Nova Scotia should look at voting system following PEI, federal government actions
November 4, 2016
For immediate release.
HALIFAX – As residents of Prince Edward Island vote in a plebiscite changing their voting system, the Nova Scotia NDP Caucus is introducing legislation that would create a citizens’ commission to look at the voting system here in Nova Scotia.
“Nova Scotia’s first-past-the-post voting system is an outdated approach to democracy. Most democracies around the world use some form of proportional representation to ensure a greater diversity of views are represented,” said Gary Burrill, Leader of the Nova Scotia NDP. “In order for our democratic system to work, people must have confidence that their vote truly does count. A citizens’ commission would be able to investigate this issue.”
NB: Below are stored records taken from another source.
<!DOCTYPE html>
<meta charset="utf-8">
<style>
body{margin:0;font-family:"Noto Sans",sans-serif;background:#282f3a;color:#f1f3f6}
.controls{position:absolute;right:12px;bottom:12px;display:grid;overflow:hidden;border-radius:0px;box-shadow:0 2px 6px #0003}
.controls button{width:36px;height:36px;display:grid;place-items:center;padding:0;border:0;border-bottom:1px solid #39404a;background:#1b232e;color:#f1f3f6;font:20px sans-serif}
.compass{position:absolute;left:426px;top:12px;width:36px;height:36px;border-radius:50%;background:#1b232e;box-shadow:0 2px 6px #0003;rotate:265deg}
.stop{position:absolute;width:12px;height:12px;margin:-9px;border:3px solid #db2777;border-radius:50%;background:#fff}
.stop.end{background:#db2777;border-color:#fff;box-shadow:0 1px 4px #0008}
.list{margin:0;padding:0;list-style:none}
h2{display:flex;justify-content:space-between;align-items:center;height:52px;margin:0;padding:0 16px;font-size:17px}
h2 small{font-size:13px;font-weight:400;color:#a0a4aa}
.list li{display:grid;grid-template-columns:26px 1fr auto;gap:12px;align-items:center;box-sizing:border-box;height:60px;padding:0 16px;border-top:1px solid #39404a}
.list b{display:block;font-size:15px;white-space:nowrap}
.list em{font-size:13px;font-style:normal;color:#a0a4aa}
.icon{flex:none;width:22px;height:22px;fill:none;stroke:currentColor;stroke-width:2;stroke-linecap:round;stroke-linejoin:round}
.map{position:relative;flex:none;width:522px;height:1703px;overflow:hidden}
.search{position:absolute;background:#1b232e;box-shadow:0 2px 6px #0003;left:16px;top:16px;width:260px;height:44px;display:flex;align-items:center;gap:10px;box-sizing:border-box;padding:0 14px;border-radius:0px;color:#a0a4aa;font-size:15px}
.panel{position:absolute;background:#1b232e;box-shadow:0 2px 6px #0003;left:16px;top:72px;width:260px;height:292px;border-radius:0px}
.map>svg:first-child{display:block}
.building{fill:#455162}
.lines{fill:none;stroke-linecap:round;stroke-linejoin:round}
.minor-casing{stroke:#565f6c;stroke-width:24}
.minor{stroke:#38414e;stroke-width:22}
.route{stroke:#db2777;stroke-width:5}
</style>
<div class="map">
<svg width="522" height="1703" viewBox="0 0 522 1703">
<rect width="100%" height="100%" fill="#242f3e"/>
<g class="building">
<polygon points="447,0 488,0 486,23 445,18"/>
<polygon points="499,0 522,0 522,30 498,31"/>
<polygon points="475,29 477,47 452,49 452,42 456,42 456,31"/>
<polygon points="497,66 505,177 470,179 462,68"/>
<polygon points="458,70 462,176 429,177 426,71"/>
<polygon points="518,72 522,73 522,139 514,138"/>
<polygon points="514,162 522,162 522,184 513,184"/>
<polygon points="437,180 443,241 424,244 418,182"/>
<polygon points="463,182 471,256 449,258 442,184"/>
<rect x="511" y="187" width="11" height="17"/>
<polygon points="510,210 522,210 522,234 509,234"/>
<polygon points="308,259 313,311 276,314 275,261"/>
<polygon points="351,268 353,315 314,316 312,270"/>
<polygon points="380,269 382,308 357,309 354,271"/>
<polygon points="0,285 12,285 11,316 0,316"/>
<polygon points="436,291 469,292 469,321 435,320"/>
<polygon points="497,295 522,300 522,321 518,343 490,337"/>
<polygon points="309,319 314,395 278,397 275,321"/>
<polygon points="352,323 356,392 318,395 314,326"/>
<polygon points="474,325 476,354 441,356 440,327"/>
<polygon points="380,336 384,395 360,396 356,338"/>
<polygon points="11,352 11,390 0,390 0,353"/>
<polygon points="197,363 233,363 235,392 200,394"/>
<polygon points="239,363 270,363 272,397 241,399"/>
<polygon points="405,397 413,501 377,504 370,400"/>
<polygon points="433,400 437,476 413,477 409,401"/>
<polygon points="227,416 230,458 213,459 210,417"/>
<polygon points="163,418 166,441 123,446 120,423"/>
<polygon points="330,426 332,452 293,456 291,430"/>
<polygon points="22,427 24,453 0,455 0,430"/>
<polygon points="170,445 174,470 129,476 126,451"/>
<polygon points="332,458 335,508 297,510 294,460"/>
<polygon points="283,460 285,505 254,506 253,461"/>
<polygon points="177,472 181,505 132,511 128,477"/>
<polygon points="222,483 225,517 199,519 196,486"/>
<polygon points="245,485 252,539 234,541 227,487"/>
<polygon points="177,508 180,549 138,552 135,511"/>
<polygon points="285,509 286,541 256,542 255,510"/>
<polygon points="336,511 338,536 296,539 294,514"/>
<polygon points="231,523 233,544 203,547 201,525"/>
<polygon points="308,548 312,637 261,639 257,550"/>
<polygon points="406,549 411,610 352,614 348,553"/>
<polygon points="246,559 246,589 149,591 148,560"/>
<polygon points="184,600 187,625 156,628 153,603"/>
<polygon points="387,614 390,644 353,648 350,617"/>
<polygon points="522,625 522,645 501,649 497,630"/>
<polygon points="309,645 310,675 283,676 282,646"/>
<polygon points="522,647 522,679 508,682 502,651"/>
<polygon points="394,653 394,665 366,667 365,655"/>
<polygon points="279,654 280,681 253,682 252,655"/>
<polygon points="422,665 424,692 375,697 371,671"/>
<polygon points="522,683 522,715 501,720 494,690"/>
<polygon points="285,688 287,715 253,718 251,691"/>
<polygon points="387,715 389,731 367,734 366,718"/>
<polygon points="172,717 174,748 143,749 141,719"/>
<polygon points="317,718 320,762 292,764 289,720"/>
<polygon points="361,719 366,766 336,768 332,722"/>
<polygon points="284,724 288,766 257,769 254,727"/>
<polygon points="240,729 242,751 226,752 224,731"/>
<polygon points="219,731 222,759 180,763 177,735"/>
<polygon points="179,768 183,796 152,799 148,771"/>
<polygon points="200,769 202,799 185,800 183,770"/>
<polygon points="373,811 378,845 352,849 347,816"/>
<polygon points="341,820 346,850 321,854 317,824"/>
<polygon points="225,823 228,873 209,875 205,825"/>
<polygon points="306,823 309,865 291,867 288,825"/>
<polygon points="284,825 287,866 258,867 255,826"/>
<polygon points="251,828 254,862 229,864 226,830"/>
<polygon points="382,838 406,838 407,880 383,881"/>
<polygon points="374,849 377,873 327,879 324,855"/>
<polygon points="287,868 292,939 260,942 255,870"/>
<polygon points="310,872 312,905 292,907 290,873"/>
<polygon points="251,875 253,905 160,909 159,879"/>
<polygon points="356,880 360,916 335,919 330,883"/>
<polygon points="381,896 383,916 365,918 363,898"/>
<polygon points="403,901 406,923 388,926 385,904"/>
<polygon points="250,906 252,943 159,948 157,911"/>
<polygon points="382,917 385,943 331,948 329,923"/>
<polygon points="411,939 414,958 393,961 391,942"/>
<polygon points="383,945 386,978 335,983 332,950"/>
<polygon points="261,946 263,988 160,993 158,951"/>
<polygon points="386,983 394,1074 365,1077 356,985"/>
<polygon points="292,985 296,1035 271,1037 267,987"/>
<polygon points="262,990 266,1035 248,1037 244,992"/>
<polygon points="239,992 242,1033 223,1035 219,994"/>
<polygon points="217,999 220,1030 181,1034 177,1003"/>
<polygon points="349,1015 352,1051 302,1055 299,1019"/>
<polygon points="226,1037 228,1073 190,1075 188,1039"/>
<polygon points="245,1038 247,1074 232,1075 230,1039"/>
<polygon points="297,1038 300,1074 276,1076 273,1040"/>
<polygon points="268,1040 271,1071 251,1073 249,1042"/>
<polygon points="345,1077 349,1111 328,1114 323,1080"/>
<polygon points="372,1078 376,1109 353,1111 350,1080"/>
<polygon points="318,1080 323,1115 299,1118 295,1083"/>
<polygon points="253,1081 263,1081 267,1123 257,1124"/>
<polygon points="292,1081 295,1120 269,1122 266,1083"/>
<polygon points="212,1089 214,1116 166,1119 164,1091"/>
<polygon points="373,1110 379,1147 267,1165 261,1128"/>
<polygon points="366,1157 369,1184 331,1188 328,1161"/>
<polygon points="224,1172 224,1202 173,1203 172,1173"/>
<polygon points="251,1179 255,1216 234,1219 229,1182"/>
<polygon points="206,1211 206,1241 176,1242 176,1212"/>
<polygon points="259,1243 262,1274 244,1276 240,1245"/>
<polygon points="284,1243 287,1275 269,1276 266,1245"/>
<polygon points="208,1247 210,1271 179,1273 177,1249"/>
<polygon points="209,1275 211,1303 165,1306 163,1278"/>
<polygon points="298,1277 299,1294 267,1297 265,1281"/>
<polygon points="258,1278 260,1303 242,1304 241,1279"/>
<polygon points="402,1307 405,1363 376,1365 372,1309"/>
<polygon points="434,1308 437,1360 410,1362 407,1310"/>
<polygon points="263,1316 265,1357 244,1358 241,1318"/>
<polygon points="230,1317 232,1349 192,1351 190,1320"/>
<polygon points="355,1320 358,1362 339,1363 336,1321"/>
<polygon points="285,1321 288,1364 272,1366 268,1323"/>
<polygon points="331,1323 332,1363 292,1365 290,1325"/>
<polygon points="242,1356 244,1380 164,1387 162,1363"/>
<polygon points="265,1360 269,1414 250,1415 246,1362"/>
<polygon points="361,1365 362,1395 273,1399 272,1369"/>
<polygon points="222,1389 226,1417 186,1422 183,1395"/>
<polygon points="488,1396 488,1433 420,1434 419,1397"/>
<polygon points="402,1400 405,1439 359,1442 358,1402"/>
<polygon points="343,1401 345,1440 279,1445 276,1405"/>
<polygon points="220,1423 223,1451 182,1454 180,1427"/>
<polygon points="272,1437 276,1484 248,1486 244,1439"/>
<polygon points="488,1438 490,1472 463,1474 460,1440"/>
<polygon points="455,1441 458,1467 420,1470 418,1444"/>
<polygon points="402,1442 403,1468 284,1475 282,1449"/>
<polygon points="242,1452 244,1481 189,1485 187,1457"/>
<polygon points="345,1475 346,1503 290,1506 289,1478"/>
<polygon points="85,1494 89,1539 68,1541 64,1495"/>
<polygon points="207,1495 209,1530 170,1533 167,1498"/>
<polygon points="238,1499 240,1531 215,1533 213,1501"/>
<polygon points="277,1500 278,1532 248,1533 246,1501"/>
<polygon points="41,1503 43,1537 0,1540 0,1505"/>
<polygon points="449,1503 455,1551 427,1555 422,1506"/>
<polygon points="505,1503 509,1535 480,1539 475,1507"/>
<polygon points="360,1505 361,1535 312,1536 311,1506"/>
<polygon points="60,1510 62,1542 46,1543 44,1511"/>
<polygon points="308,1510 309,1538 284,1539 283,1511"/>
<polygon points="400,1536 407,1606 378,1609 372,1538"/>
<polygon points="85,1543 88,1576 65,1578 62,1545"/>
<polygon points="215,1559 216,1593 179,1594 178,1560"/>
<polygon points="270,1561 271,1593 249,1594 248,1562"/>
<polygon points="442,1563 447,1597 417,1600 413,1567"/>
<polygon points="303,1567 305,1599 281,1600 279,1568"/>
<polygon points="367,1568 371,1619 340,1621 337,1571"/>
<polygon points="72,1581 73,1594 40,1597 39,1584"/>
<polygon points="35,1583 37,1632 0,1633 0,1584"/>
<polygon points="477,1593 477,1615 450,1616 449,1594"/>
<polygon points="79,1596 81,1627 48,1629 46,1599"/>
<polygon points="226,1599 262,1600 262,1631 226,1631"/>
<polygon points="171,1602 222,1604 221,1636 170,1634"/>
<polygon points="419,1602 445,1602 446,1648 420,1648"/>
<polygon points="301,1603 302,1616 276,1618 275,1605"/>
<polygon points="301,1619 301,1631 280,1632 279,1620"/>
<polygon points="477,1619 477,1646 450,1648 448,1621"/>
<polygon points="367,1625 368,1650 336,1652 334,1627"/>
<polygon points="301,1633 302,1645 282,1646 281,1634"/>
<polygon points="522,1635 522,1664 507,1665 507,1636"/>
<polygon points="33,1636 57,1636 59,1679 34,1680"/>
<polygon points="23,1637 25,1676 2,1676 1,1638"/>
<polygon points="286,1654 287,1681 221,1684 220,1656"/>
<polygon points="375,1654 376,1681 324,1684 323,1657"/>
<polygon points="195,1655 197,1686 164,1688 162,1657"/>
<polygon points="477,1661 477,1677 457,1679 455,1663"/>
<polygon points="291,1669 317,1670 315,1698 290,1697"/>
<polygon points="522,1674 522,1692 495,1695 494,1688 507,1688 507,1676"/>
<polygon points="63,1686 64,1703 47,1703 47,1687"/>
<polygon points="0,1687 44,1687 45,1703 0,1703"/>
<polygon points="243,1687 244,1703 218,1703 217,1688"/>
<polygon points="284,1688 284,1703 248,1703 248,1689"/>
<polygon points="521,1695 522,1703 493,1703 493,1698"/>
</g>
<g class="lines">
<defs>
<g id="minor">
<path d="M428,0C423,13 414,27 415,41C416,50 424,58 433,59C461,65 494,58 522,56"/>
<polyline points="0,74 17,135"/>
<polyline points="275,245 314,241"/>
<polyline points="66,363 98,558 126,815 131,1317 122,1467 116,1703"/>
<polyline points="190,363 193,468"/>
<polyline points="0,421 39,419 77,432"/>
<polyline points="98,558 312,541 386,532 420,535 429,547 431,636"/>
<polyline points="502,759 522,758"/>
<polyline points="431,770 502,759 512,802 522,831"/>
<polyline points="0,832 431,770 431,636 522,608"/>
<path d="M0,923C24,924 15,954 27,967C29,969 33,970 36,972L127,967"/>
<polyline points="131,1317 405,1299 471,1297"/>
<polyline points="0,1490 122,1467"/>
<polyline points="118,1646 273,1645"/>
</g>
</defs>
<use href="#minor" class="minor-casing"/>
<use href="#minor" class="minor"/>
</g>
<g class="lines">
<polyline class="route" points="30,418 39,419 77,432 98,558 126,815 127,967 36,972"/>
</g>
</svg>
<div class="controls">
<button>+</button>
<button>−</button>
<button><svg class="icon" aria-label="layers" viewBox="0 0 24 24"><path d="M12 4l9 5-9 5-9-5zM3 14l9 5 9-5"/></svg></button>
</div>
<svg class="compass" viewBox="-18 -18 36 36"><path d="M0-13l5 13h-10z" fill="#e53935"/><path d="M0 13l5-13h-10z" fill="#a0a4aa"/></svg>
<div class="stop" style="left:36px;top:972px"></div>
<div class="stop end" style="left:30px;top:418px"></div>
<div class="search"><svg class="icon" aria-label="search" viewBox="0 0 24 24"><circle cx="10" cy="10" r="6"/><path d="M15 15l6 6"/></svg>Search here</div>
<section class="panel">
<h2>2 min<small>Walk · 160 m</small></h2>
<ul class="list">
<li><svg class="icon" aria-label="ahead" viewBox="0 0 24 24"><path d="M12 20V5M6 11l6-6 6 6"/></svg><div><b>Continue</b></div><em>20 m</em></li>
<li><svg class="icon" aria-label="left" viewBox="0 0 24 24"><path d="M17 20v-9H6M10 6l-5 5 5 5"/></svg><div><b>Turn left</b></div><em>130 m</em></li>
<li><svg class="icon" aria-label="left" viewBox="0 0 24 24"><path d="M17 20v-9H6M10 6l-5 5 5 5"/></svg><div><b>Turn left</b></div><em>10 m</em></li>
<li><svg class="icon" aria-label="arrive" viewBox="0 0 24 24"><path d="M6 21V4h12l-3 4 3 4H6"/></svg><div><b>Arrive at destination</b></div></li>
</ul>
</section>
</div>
The commission would be required to consider alternatives to the existing voting system, such as proportional representation, mixed-member proportional representation, single transferable vote, and multiple member districts. The commission would be made up of ordinary citizens and experts in democratic reform, would hold a series of public consultations around the province, and report to the Legislature within a year.
Currently, residents of PEI are voting in a non-binding plebiscite on democratic reform. The ten-day voting period ends on Monday, November 7. Islanders are being asked to rank which system of voting they prefer. This is the second major effort in PEI to change the system of voting. Similar plebiscites have been held in British Columbia and Ontario. The federal government has also indicated that the next federal election would use a new voting system.
“There is a growing sense of dissatisfaction with our political system,” said Burrill. “Nova Scotia should follow the leadership of other jurisdictions in considering how to modernize the elections process.”